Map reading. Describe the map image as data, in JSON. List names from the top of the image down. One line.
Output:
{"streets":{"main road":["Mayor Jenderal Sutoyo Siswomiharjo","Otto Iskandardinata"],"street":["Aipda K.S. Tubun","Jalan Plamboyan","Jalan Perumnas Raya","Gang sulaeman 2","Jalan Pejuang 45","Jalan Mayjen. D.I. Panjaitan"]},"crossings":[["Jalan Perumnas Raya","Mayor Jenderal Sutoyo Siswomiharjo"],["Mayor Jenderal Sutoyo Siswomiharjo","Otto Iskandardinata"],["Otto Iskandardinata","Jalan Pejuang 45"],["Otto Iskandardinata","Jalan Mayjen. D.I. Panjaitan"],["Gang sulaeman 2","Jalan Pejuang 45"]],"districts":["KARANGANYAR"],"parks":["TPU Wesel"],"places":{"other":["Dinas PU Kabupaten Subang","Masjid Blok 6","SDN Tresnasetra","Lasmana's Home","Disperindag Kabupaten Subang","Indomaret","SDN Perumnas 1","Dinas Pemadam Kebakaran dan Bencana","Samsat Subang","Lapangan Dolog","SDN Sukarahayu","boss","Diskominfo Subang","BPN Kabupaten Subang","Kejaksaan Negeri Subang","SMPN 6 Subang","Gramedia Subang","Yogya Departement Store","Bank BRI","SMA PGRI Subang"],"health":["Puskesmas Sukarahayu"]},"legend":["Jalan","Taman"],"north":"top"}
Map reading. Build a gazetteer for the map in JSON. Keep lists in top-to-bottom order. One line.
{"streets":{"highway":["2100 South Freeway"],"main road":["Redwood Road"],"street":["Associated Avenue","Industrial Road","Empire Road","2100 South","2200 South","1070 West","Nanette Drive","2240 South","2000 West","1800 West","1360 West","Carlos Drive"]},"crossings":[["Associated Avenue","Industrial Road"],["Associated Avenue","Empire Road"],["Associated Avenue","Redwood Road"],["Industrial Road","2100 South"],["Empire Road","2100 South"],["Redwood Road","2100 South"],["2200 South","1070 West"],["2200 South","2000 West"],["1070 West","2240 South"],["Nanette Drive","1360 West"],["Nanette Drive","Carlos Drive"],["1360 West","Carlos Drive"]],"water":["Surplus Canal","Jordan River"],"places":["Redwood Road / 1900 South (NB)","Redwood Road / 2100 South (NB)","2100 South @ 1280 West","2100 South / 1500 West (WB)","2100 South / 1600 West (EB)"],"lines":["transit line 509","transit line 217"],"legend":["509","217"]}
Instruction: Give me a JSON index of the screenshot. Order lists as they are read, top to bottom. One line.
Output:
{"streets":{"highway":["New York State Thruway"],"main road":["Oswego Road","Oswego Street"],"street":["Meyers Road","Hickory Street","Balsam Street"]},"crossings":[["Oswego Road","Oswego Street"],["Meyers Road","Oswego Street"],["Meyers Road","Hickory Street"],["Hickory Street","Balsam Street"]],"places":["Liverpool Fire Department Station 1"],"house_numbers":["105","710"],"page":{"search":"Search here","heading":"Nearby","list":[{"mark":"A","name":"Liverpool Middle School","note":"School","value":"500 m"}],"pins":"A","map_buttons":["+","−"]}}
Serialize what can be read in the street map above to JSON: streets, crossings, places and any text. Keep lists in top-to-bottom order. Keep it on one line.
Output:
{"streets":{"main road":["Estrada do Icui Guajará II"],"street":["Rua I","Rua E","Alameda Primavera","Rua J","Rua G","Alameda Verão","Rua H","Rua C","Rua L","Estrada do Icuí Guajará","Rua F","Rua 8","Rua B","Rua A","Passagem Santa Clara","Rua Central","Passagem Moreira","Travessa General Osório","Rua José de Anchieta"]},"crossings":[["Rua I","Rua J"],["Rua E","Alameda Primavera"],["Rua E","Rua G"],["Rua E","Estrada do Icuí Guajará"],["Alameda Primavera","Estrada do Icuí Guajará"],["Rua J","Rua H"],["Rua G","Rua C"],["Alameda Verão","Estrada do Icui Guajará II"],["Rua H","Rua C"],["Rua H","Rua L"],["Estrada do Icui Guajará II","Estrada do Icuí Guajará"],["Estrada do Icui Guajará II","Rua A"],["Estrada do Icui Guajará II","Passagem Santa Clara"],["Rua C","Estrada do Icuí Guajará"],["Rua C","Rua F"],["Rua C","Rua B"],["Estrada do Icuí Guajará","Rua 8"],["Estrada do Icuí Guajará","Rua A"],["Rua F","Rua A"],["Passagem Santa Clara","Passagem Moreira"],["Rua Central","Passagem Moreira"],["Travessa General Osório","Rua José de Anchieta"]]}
********************
• **WHAT THE TASK ASKS**: Using the entries above, return exactly the lines from the line with "Instruction: Give me" to the line with "Serialize what can", counting both of those lines.

• **WRITTEN RESPONSE**:
Instruction: Give me a JSON index of the screenshot. Order lists as they are read, top to bottom. One line.
Output:
{"streets":{"highway":["New York State Thruway"],"main road":["Oswego Road","Oswego Street"],"street":["Meyers Road","Hickory Street","Balsam Street"]},"crossings":[["Oswego Road","Oswego Street"],["Meyers Road","Oswego Street"],["Meyers Road","Hickory Street"],["Hickory Street","Balsam Street"]],"places":["Liverpool Fire Department Station 1"],"house_numbers":["105","710"],"page":{"search":"Search here","heading":"Nearby","list":[{"mark":"A","name":"Liverpool Middle School","note":"School","value":"500 m"}],"pins":"A","map_buttons":["+","−"]}}
Serialize what can be read in the street map above to JSON: streets, crossings, places and any text. Keep lists in top-to-bottom order. Keep it on one line.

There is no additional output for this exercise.